The UN says some 1.3 million people’s access to water is at risk and that 30,000 have not received urgent shelter materials or household goods. But rebel leaders have accused the agencies of a number of law violations. The French charity Doctors Without Borders (MSF) said it had been accused of storing unregistered medicines, an accusation it rejected in a statement that condemned the rebel decision.

“We find the decision unacceptable given the significant medical and humanitarian needs of people affected by the ongoing conflict in Luhansk,” says Dr Bart Janssens, the NGO’s director of operations.

“MSF has been one of the few international organisations providing vital assistance in Luhansk for more than a year. We have been dedicated to supporting doctors and nurses to be able to carry on their crucial work.

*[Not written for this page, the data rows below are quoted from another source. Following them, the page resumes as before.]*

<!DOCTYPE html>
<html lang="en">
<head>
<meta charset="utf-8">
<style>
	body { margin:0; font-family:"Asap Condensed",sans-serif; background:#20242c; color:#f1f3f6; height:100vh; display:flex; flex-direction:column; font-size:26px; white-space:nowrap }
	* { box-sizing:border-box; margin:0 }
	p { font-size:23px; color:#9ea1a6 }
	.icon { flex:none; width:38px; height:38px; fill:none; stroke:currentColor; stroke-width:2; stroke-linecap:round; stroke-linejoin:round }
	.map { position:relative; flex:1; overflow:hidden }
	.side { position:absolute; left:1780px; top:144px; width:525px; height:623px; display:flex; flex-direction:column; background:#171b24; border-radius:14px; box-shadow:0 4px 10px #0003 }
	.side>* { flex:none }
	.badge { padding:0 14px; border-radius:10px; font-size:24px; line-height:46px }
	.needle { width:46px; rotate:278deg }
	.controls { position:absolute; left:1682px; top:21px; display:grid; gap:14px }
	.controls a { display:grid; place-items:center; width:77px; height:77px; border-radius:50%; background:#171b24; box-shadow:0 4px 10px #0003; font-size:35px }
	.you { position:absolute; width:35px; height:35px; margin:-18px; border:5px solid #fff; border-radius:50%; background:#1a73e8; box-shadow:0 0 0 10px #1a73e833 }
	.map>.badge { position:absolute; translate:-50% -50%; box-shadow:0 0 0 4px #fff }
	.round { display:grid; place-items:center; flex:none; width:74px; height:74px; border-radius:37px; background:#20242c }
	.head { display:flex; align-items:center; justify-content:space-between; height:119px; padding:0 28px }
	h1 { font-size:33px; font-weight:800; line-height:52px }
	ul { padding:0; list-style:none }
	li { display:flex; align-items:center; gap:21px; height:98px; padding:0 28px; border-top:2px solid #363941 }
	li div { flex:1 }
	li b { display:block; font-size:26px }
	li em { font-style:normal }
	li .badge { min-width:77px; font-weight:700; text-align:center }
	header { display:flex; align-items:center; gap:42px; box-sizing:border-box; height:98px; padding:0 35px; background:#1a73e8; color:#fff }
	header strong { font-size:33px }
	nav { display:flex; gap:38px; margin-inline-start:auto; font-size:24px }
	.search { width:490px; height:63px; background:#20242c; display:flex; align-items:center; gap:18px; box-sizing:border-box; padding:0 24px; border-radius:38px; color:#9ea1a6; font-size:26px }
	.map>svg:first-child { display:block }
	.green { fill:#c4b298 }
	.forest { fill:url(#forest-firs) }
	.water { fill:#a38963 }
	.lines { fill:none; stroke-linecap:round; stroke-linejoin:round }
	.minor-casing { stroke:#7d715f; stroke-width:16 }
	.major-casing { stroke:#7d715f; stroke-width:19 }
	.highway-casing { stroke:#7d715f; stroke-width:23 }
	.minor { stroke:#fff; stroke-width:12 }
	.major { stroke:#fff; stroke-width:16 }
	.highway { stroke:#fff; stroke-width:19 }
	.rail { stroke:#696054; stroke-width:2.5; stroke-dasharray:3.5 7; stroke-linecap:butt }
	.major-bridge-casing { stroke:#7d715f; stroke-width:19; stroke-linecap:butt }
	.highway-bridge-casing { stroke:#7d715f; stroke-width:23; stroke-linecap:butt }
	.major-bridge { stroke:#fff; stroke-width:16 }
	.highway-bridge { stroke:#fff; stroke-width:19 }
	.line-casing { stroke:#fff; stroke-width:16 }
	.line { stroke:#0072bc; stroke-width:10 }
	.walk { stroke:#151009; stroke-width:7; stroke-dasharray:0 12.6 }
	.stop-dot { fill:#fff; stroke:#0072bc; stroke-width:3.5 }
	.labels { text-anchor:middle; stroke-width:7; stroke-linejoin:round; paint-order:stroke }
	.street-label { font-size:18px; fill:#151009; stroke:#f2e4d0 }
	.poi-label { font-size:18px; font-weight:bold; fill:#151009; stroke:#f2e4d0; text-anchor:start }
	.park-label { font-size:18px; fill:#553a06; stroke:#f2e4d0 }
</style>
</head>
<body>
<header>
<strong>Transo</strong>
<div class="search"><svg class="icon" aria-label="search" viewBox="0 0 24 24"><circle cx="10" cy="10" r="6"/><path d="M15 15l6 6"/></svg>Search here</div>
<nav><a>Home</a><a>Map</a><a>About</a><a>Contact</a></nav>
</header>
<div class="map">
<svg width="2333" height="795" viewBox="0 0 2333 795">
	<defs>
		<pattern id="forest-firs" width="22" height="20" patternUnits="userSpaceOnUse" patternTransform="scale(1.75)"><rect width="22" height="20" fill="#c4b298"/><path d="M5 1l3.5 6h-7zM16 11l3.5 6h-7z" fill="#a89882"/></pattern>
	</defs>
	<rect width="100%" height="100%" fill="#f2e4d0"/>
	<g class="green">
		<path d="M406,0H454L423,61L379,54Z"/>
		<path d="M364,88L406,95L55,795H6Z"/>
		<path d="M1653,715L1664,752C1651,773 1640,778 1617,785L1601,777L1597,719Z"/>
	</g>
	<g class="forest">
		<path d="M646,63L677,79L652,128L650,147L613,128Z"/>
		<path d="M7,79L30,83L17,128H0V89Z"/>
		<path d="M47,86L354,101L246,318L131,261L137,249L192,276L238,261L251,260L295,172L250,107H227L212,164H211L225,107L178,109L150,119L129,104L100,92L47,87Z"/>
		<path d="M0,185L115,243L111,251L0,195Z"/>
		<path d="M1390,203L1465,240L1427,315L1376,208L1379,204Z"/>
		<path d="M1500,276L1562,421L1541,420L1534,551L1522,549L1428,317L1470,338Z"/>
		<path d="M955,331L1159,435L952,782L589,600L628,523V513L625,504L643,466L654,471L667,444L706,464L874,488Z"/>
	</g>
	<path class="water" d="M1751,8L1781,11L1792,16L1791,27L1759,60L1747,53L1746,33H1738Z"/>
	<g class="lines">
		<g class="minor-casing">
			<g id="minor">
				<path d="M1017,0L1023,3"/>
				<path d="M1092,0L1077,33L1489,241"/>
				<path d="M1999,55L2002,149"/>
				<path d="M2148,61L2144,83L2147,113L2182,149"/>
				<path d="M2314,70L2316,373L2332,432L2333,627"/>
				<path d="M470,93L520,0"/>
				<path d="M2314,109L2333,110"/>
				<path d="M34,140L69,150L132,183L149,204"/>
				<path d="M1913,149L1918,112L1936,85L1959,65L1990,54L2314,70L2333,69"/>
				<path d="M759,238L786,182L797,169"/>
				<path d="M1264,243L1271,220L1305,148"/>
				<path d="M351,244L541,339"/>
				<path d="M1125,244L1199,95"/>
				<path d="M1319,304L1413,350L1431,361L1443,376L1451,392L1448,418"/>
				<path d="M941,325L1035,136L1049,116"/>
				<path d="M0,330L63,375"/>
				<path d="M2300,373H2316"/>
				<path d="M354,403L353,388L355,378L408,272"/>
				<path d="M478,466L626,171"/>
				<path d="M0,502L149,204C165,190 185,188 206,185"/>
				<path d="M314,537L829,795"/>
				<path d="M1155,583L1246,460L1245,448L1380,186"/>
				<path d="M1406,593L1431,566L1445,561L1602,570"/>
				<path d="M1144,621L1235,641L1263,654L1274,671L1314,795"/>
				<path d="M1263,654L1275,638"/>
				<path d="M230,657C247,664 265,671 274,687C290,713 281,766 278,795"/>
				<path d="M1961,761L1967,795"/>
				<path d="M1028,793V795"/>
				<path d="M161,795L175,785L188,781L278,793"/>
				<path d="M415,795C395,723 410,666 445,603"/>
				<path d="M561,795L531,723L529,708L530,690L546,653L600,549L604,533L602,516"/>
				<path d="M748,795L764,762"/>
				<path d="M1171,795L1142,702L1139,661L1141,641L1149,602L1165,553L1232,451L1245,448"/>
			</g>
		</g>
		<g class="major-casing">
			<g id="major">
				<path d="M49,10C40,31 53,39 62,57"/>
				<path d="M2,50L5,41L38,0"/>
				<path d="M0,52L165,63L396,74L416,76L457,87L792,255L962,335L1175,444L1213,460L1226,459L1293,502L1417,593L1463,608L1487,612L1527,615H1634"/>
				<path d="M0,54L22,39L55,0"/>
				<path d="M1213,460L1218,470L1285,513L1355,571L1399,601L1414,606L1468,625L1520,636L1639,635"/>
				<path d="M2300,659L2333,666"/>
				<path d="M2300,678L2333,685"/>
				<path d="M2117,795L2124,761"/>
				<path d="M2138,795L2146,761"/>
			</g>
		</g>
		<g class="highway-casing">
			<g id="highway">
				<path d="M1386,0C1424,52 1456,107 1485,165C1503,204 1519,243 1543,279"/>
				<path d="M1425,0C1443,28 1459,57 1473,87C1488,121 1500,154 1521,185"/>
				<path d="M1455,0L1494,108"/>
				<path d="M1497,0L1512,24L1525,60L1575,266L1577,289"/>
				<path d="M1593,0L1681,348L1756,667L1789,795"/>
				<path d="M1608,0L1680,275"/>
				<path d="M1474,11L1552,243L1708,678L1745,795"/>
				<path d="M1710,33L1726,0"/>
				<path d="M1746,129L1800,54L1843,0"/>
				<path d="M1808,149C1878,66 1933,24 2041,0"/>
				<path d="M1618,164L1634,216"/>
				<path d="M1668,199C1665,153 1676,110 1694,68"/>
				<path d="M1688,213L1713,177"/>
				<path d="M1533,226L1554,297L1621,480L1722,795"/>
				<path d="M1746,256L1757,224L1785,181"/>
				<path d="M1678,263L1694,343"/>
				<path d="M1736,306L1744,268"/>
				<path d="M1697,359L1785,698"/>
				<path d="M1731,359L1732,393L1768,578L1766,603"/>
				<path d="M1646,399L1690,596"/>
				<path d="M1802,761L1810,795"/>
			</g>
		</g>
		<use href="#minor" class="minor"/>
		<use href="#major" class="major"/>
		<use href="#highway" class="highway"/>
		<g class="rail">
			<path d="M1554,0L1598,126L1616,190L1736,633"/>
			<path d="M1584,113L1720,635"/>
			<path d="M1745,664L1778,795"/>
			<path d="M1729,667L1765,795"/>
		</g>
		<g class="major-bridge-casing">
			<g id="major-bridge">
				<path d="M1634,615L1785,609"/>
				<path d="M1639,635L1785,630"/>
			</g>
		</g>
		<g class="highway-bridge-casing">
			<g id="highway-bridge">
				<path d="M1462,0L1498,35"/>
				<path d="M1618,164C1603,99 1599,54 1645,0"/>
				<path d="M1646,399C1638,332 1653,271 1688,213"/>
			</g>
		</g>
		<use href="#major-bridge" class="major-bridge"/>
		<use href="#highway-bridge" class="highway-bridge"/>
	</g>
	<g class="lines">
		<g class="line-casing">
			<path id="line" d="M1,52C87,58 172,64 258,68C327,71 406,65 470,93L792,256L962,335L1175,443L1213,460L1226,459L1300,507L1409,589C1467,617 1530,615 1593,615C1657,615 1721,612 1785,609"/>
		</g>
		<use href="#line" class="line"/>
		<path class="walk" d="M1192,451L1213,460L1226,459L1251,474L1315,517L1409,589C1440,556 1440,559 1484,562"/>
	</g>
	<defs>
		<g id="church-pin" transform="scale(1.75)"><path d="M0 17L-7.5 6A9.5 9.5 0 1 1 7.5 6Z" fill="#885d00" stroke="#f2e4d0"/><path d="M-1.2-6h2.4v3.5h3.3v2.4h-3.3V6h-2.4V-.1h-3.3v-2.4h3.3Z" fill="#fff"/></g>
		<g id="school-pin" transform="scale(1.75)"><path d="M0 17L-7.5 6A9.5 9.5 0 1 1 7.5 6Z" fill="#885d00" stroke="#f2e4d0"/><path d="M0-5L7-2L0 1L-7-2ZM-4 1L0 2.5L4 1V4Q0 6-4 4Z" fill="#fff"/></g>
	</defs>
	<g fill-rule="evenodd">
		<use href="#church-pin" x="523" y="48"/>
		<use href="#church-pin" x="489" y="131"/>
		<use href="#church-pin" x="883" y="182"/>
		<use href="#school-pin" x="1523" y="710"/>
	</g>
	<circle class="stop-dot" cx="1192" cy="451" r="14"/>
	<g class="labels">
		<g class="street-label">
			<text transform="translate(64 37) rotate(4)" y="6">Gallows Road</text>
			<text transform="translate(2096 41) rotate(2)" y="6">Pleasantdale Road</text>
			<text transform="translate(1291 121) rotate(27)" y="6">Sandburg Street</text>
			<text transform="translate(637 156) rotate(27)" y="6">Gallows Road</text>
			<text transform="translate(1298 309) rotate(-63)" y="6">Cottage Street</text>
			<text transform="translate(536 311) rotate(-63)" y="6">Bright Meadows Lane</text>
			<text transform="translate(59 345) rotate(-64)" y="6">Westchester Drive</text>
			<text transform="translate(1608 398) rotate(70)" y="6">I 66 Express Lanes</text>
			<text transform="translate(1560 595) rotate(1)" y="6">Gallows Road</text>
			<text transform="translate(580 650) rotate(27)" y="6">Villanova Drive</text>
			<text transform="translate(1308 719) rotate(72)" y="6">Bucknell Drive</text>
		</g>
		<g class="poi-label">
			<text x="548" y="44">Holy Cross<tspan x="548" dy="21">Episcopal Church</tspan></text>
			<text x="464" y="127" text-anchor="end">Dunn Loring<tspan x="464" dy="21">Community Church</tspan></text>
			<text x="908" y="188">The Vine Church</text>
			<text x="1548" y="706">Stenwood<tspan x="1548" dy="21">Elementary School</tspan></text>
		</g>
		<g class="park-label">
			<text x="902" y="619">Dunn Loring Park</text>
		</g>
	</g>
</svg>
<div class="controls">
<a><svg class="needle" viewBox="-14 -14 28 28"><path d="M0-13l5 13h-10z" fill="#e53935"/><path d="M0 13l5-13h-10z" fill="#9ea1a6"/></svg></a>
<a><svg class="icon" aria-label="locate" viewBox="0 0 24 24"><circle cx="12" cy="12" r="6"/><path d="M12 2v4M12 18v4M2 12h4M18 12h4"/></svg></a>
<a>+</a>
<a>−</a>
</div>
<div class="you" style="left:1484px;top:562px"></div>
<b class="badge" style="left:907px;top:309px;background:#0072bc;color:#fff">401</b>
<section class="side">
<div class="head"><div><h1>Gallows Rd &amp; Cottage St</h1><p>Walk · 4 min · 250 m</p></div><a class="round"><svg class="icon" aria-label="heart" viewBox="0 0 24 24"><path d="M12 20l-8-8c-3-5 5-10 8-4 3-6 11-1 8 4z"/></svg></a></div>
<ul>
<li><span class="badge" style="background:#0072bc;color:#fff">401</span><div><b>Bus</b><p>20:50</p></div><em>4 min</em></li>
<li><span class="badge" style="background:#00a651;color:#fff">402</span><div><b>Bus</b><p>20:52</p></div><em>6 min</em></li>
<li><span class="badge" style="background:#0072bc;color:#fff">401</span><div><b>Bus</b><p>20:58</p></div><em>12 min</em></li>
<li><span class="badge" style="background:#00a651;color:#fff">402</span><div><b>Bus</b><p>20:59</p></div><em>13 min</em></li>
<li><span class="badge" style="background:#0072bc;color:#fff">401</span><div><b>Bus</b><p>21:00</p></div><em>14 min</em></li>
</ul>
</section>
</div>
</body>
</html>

As in all conflict zones where MSF works, our only aim has been to help vulnerable people, no matter their political beliefs or which side of the frontline they find themselves on.”

A spokesman for PIN, a Czech aid agency, said it was unware that it had broken any law.

But Vasiliu Nikitin, the self-proclaimed Luhansk region’s cabinet chief, said both the International Rescue Committee, led by David Miliband, and PIN “provided no meaningful assistance at all” and he also reiterated the claim MSF was storing banned drugs.

In a move contradicted by Mr O’Brien, the rebel chief said UN agencies were still free to work in Luhansk.

Ukraine’s government was quick to condemn the expulsion while also claiming the removal of aid agencies was a deliberate attempt by the Moscow-backed rebels to undermine the Minsk truce agreement, which, while not ending the violence completely, has brought a shaky peace to eastern Ukraine.

Under the 12-point peace plan signed in the Belarusian capital in February both sides committed themselves to ensuring safe access and distribution of humanitarian aid “on the basis of an international mechanism”.

A spokeswoman for Petro Poroshenko, Ukraine’s president, said the expulsions “were an attempt to disrupt the Minsk agreement”.

Geoffrey Pyatt, the US ambassador to Ukraine, tweeted: “Denying humanitarian assistance violates international humanitarian law.”